About this exercise >> Copy exactly, and only, the lines between the start of the entries below and the line containing "1px #94847d) drop-shadow(0", both inclusive. Omit pictures.

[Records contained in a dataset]
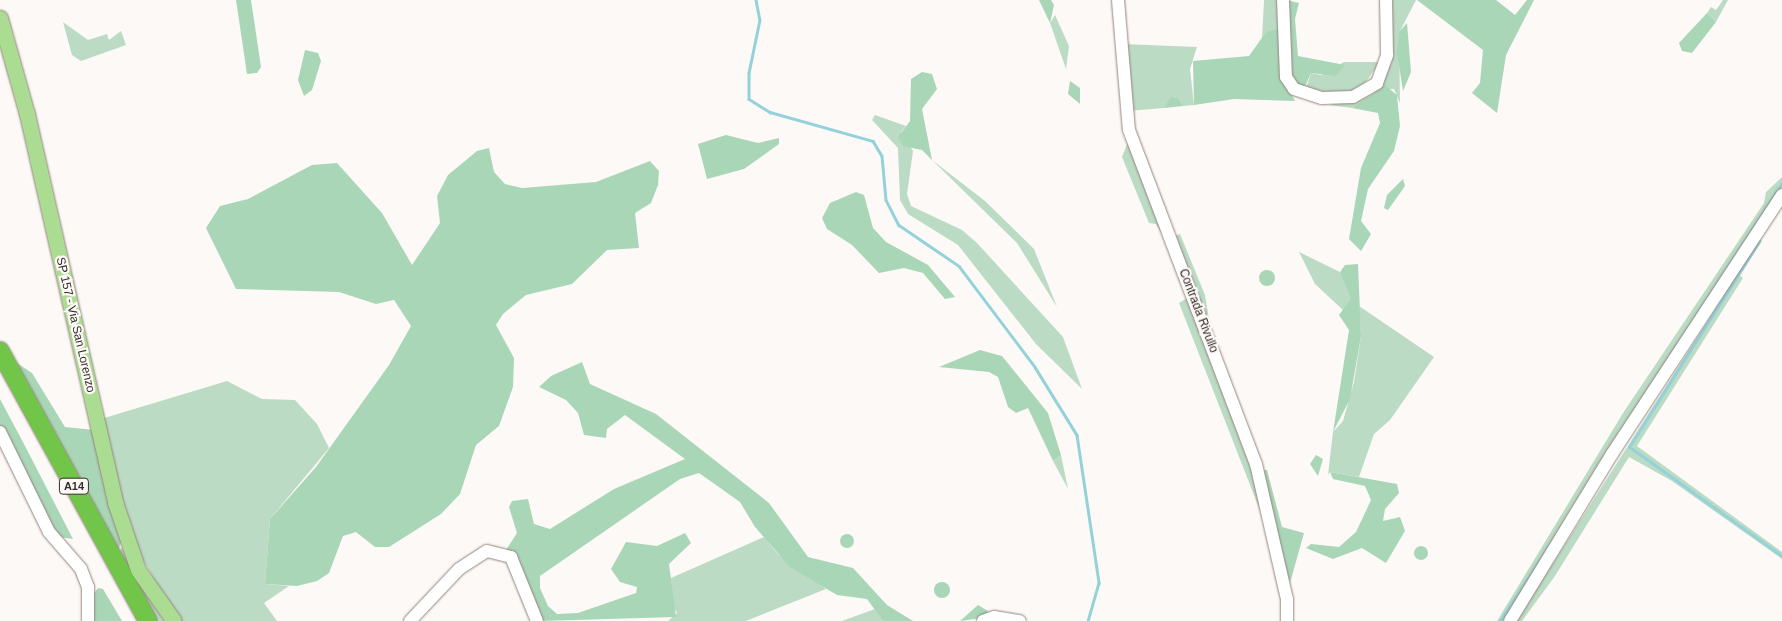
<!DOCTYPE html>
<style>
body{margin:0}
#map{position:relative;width:1782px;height:621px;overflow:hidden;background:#fdf9f7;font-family:Helvetica,sans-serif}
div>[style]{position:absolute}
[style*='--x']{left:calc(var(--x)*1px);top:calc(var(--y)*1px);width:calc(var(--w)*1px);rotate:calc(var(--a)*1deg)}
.green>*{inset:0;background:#bbdbc4}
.forest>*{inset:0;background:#a9d6b7}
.round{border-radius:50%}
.stream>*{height:2.5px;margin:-1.25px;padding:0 1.25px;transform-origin:1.25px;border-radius:1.25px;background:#94d2d9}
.roads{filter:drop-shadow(0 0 1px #94847d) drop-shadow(0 0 1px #94847d)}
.minor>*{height:12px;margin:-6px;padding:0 6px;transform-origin:6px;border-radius:6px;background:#fff}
.major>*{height:15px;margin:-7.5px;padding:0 7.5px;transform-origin:7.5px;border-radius:7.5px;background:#aadc92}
.highway>*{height:18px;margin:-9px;padding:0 9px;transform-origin:9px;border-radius:9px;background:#71c549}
span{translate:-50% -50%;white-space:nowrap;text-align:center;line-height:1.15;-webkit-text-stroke:4.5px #fdf9f7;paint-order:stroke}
.shield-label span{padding:1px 4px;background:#fdf9f7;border:1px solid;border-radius:4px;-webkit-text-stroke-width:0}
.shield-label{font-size:11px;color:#342d2a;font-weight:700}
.street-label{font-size:12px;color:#342d2a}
</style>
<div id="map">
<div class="green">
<i style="clip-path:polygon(1264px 0,1278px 0,1279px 33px,1266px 32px,1262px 38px)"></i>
<i style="clip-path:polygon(1389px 0,1416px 0,1399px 33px,1400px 103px,1394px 89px,1378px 89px,1352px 108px,1329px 105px,1359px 100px,1381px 81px)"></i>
<i style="clip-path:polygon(1723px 0,1728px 0,1716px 22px,1707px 13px,1711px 7px,1716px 10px)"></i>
<i style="clip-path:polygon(1055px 15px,1069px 46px,1066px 69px,1050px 23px)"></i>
<i style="clip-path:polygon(63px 22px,88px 40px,107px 34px,109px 40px,121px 31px,126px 45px,81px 61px,72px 55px)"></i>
<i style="clip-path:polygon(1123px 44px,1197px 47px,1190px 69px,1194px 105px,1183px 106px,1179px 99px,1164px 108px,1128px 111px)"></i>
<i style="clip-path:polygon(1344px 62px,1380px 62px,1360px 90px,1315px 93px,1306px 88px,1311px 73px,1321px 75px)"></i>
<i style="clip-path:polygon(875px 115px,906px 126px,901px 132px,913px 151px,907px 194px,911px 206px,962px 230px,977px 243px,1063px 337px,1082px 389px,1036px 344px,958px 245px,908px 214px,900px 200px,898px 148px,872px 120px)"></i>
<i style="clip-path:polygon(1128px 142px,1166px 241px,1156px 224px,1149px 223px,1122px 157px)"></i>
<i style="clip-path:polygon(932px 160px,985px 201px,1034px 249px,1057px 307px,1017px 243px)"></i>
<i style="clip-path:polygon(1782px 177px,1782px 187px,1504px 621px,1497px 621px,1623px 413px,1764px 203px,1766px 192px)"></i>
<i style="clip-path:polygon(1180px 234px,1205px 295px,1212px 337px,1172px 237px)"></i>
<i style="clip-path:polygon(1299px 252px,1340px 272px,1350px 288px,1351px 298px,1343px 310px,1315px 284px)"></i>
<i style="clip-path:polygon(1738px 274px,1743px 278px,1637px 446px,1782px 552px,1782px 559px,1672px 481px,1629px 457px,1555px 576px,1522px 621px,1516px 621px)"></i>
<i style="clip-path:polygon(1187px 298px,1249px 458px,1261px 513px,1179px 303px)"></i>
<i style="clip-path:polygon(1359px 306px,1434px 357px,1390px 420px,1374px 434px,1359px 477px,1330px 472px,1328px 475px,1333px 432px,1343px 421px,1354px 382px,1361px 336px)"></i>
<i style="clip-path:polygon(227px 381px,262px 399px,295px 400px,317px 424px,329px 448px,270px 519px,265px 584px,289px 586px,264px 603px,277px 621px,179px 621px,130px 538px,101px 419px)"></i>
<i style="clip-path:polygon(1061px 455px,1068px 489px,1053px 461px)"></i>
<i style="clip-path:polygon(764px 537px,778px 554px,826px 589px,746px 621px,668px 621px,677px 613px,672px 604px,671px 578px)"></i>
<i style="clip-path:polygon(122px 548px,143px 588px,164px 621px,156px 621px,118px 551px)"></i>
<i style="clip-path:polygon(875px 609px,883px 621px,842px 621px)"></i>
</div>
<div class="forest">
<i style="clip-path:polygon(236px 0,251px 0,261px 67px,257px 73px,247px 74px)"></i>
<i style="clip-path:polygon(1039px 0,1051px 0,1054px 5px,1050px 23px)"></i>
<i style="clip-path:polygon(1286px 0,1299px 3px,1295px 19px,1298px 56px,1345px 65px,1336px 76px,1311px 73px,1303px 91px,1290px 75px)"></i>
<i style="clip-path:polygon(1417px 0,1496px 0,1515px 15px,1527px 0,1534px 0,1506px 55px,1497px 113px,1472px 93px,1480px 83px,1483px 50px)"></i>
<i style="clip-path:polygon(1707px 13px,1716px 22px,1692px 53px,1682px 51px,1679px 43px)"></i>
<i style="clip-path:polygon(1407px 23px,1411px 72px,1403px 91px,1397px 53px,1399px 32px)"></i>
<i style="clip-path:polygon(1278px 29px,1281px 73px,1295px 101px,1234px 99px,1194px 105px,1193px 61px,1249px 56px,1266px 32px)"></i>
<i style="clip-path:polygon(305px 50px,318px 53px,321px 61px,312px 90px,304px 96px,298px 80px)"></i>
<i style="clip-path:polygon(922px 72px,932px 74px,937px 89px,922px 109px,932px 160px,922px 150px,903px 146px,898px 137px,910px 121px,911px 79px)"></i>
<i style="clip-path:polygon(1070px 81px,1080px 88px,1080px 104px,1068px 94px)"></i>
<i style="clip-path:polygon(1385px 85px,1397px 95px,1400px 126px,1394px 151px,1368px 189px,1361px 221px,1371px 234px,1361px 251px,1349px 239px,1361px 168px,1380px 123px,1378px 113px,1352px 108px)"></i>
<i style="clip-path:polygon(1171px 97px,1179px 99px,1183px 106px,1164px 108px)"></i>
<i style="clip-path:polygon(726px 135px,758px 143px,779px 138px,779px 144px,744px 169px,707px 179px,698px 144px)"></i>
<i style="clip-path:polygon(489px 148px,494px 172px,505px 184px,522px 188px,596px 182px,650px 161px,659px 171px,658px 185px,651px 203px,635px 213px,639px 248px,607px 250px,572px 284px,526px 295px,503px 314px,496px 325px,514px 358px,513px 387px,499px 426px,476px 445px,460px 494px,441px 514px,389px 547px,375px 547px,356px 532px,343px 536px,329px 573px,317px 581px,297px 586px,265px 584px,270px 519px,316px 467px,389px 365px,411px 326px,394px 300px,376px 304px,339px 292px,236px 289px,206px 228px,220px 206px,248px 199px,312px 165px,337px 163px,382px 213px,412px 265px,440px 223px,437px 196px,448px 175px,477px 151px)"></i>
<i style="clip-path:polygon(1403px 179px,1405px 186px,1388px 210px,1384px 208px,1387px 195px)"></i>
<i style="clip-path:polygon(856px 192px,864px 195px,873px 228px,886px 242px,928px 265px,955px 297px,945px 299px,923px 273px,904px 268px,879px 273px,852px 245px,827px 229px,822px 218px,830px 203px)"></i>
<i style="clip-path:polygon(1358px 264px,1361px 336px,1350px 399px,1333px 432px,1349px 330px,1339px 315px,1351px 298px,1340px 272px,1345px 265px)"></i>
<i class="round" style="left:1259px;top:270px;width:16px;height:16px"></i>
<i style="clip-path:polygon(980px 350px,1002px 356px,1048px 413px,1061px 455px,1053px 461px,1028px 408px,1016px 413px,1008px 407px,998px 377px,989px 372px,939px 367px)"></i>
<i style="clip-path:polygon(582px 362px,590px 384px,656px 414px,769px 503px,808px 557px,853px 568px,887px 605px,913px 621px,883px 621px,867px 599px,837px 595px,790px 567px,755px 527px,740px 502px,699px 473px,680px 479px,540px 576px,540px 588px,548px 606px,557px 614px,578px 613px,636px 593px,637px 587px,620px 582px,611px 569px,626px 542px,657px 546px,685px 533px,691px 543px,669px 564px,676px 617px,539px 621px,506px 550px,517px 533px,509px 507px,512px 501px,528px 499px,534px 524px,550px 529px,614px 489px,685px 459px,625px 415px,607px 429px,606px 438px,584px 435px,578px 413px,566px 400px,539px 387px,551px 376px)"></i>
<i style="clip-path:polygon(17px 363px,32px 373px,65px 427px,94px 430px,122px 539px,118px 551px)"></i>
<i style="clip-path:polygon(0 399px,24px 444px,73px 539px,58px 537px,0 431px)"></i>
<i style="clip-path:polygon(1316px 455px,1323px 459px,1318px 476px,1310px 464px)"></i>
<i style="clip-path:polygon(1259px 470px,1267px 470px,1282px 527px,1304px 533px,1290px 583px)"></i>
<i style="clip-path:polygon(1330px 472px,1397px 484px,1399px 493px,1385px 509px,1383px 521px,1400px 517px,1405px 531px,1386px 563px,1362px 548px,1333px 559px,1306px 548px,1311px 544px,1339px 547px,1356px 532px,1371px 500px,1365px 486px,1333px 479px)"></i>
<i class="round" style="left:840px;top:534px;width:14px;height:14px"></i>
<i class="round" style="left:1414px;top:546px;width:14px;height:14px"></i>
<i class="round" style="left:934px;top:582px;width:16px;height:16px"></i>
<i style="clip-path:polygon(98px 588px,103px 589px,122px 621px,91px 621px,92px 596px)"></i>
<i style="clip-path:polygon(978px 605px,988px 611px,988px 617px,960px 621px)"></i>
</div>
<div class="stream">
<i style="--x:756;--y:0;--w:20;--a:79"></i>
<i style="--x:760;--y:20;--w:54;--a:101.7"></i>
<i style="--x:749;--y:73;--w:26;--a:90"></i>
<i style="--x:749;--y:99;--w:25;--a:32"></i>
<i style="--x:770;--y:112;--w:107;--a:15.7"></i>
<i style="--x:873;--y:141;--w:17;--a:59"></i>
<i style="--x:882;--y:156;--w:44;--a:84.8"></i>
<i style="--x:886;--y:200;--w:28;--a:63"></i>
<i style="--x:899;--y:225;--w:73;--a:34.3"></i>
<i style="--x:959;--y:266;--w:126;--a:53"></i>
<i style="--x:1035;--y:367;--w:80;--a:58.3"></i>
<i style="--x:1077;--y:435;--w:150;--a:81.5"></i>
<i style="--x:1099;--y:583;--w:40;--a:106"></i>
<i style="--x:1760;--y:241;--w:244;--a:122.3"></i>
<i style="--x:1630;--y:447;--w:187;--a:35.6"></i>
<i style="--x:1623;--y:427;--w:291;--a:-56.9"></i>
<i style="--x:1500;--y:621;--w:114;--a:-57.1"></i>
</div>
<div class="roads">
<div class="minor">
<i style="--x:1118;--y:0;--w:130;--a:85.2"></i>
<i style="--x:1129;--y:130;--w:357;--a:69.2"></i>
<i style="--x:1256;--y:464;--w:139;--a:77.1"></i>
<i style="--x:1287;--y:599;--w:22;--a:90"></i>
<i style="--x:1283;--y:0;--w:77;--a:87.8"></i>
<i style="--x:1286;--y:77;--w:14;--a:56"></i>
<i style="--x:1294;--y:89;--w:29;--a:18"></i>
<i style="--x:1322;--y:98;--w:31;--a:-2"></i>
<i style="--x:1353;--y:97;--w:28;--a:-30"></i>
<i style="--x:1377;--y:83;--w:30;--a:-70"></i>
<i style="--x:1387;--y:55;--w:55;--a:-91"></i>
<i style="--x:0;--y:432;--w:111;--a:63.9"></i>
<i style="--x:49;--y:532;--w:49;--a:49.1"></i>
<i style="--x:81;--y:569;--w:19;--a:69"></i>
<i style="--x:88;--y:587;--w:34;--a:90"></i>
<i style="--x:410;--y:621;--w:71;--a:-46.7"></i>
<i style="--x:459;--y:569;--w:33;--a:-33"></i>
<i style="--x:487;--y:551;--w:25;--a:14"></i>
<i style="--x:511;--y:557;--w:69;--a:67.9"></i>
<i style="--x:983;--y:621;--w:12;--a:-20"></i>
<i style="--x:994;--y:617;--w:26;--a:9"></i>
<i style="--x:1510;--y:621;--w:196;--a:-58.6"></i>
<i style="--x:1612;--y:454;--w:310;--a:-56.7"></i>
</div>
<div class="major">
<i style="--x:0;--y:18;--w:100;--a:74.3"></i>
<i style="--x:27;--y:114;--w:398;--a:77.2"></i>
<i style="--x:115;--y:502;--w:72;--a:71.3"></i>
<i style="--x:138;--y:570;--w:62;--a:54.8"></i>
</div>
<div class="highway">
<i style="--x:0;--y:351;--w:308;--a:61.3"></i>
</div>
</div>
<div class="shield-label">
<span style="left:74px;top:486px">A14</span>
</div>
<div class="street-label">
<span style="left:1198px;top:311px;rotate:69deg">Contrada Rivullo</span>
<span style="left:75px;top:325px;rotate:77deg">SP 157 - Via San Lorenzo</span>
</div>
</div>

Expected answer >>
<!DOCTYPE html>
<style>
body{margin:0}
#map{position:relative;width:1782px;height:621px;overflow:hidden;background:#fdf9f7;font-family:Helvetica,sans-serif}
div>[style]{position:absolute}
[style*='--x']{left:calc(var(--x)*1px);top:calc(var(--y)*1px);width:calc(var(--w)*1px);rotate:calc(var(--a)*1deg)}
.green>*{inset:0;background:#bbdbc4}
.forest>*{inset:0;background:#a9d6b7}
.round{border-radius:50%}
.stream>*{height:2.5px;margin:-1.25px;padding:0 1.25px;transform-origin:1.25px;border-radius:1.25px;background:#94d2d9}
.roads{filter:drop-shadow(0 0 1px #94847d) drop-shadow(0 0 1px #94847d)}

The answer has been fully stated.